According to this embodiment, when the forefoot region F of the sole structure 1 bends during running, the forefoot region F bends along the sole bent groove G₂ on the rear side of the forefoot region F, the sole bent groove G₃, G₃′ at the longitudinally intermediate position of the forefoot region F, and the sole bent groove G₂ on the front side of the forefoot region F, in order.

At this time, both the lower surface 2b of the upper midsole 2 and the upper surface 3a of the lower midsole 3 have corrugated surfaces, the ridge lines 2b₁ of the wavy shapes of the upper midsole 2 of a relatively higher hardness are overlapped with the sole bent grooves G₁, G₂, G₃, G₃′ of the outsole 4 in a vertical direction, and at the positions of the sole bent grooves G₁, G₂, G₃, G₃′ of the outsole 4, the ridge lines 2b₁ of the wavy shapes of the upper midsole 2 of a relatively higher hardness are located (see FIG. 1). That is, the ridge lines 2b₁ are disposed above and face the corresponding sole bent grooves G₁, G₂, G₃, G₃′ (see FIGS. 2 to 4 and 10 to 13). Therefore, a thick part (i.e. a high-rigidity part) of the upper midsole 2 having a higher hardness and a corrugated surface on the lower surface 2b thereof is disposed at each of the positions of the sole bent grooves G₁, G₂, G₃, G₃′ of the outsole 4.

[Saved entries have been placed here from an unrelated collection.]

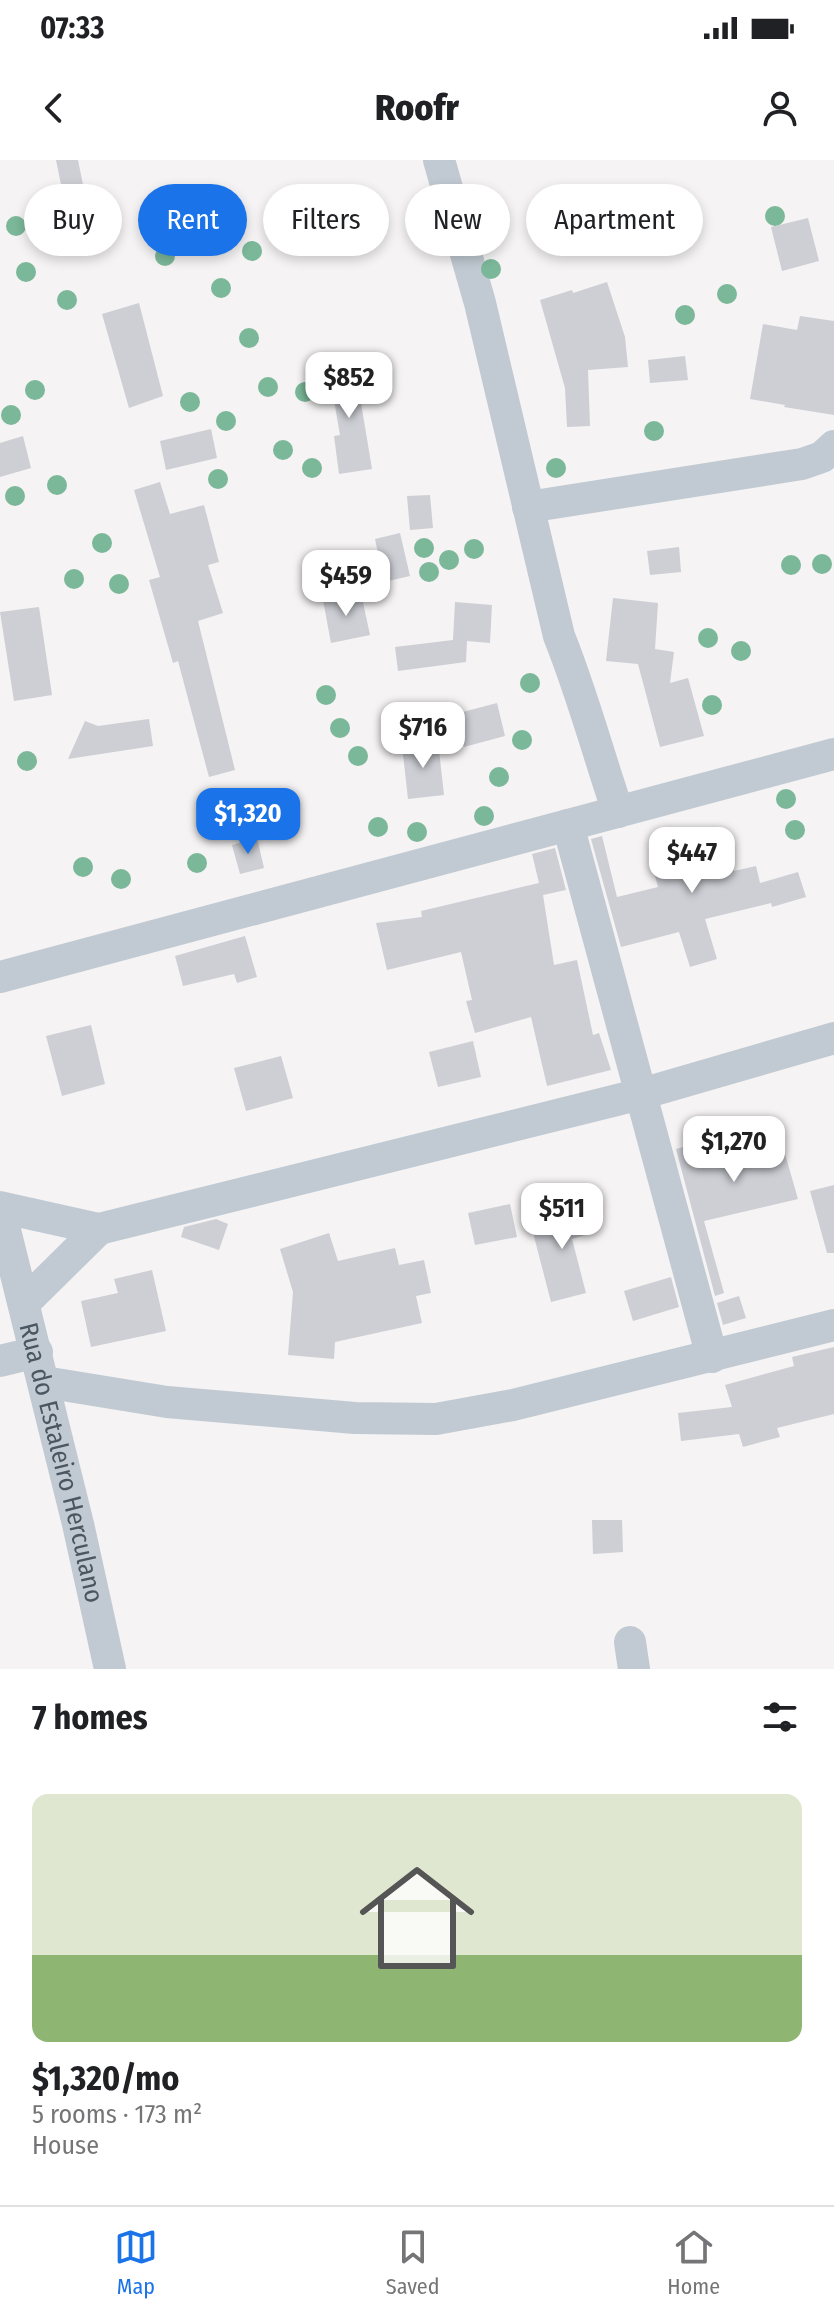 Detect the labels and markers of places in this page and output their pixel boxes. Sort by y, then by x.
pin: $852 [302,352,396,420]
pin: $459 [299,550,393,618]
pin: $716 [376,702,470,770]
pin: $1,320 [183,788,313,856]
pin: $447 [645,827,739,895]
pin: $1,270 [669,1116,799,1184]
pin: $511 [515,1183,609,1251]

Therefore, when the forefoot region F is going to bend along the sole bent grooves G₁, G₂, G₃, G₃′ of the outsole 4 during bending of the sole structure 1, the thick parts of the relatively harder upper midsole 2 disposed at the positions of the sole bent grooves G₁, G₂, G₃, G₃′ are going to bend at the same time. At this moment, since these thick parts are high-rigidity parts, an excessive bending locally along the sole bent grooves G₁, G₂, G₃, G₃′ of the sole structure 1 can be restricted. Thereby, the sole structure 1 can equally bend in the sole longitudinally direction, and bendability of the forefoot region F can thus be controlled. As a result, an occurrence of an energy loss resulted from locally excessive bending can be prevented.

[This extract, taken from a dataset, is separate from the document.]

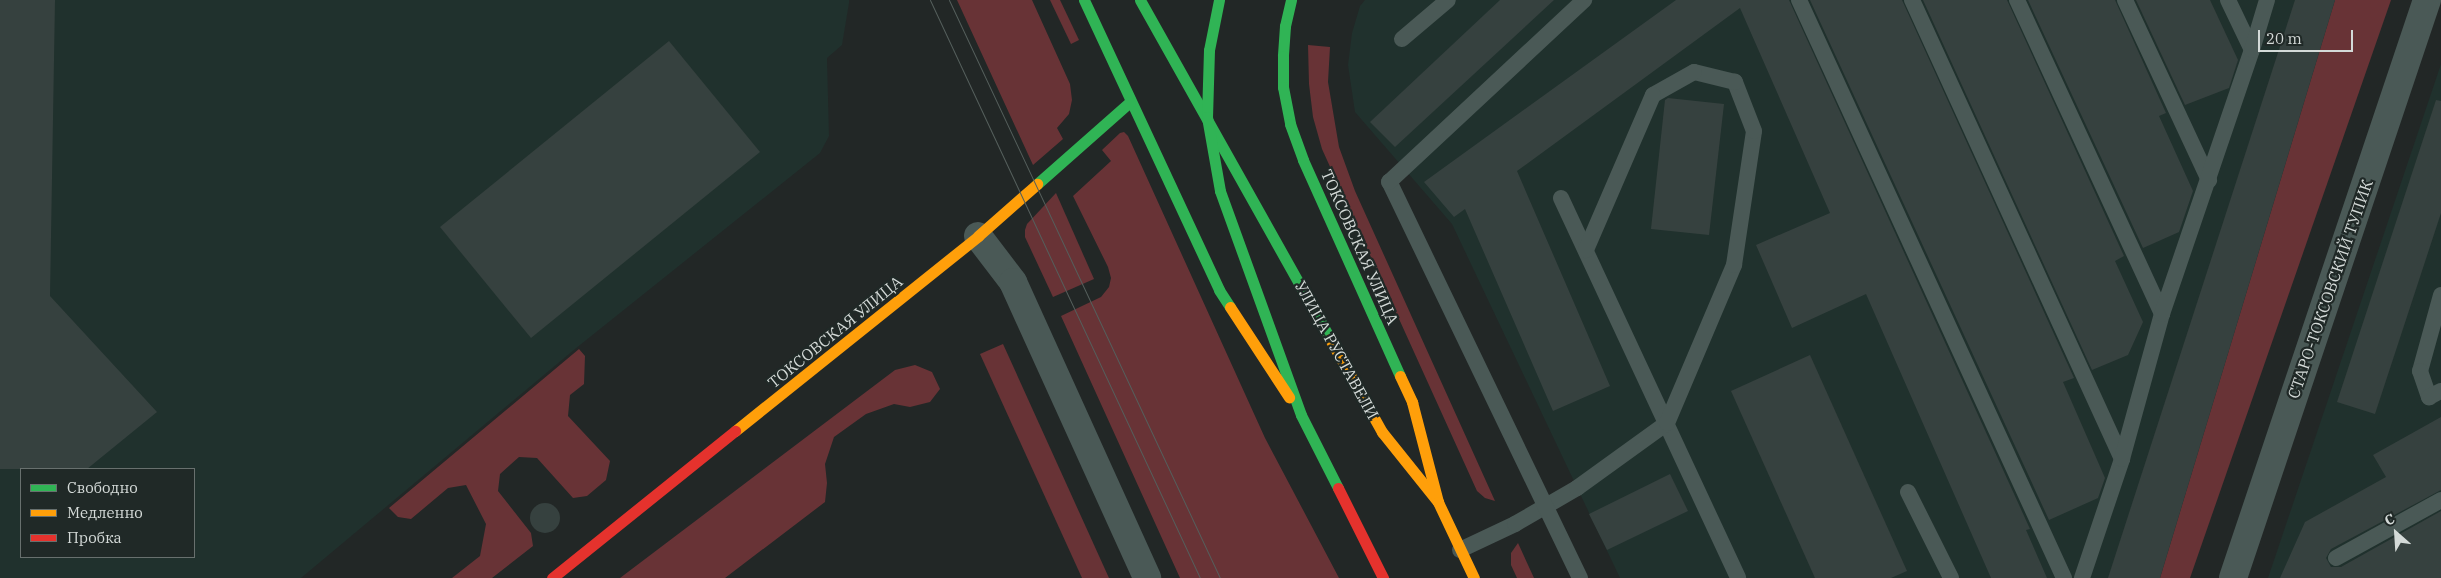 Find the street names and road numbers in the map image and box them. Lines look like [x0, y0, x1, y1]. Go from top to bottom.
street label: ТОКСОВСКАЯ УЛИЦА [1317, 166, 1403, 328]
street label: СТАРО-ТОКСОВСКИЙ ТУПИК [2283, 177, 2377, 401]
street label: ТОКСОВСКАЯ УЛИЦА [764, 272, 906, 392]
street label: УЛИЦА РУСТАВЕЛИ [1291, 278, 1383, 422]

First Alternative Embodiment

In the above-mentioned embodiment, an example was shown in which the sole bent grooves G₁, G₂, G₃, G₃′ provided at the forefoot region F of the sole structure 1 comprise the slits (or through grooves) 40, 41, 42, 42′ passing through the outsole 4 and the concave grooves (or blind grooves) 30, 31, 32, 32′ formed on the lower midsole 3, respectively but application of the present invention is not limited to such an example.

FIGS. 14 to 21 show a sole structure of a sports shoe according to a first alternative embodiment. In these drawings, like reference numbers indicate identical or functionally similar elements. Here, an indoor sports shoe is taken for an example of the sports shoe. As shown in FIGS. 14 to 21, in this first alternative embodiment, there are provided sole bent grooves G₁, G₂, G₃ at the forefoot region F of the sole structure 1, which are formed of concave grooves (or blind grooves) 45, 46, 47 respectively formed on the ground contact surface of the outsole 4. That is, the sole bent grooves G₁, G₂, G₃ do not pass through the outsole 4.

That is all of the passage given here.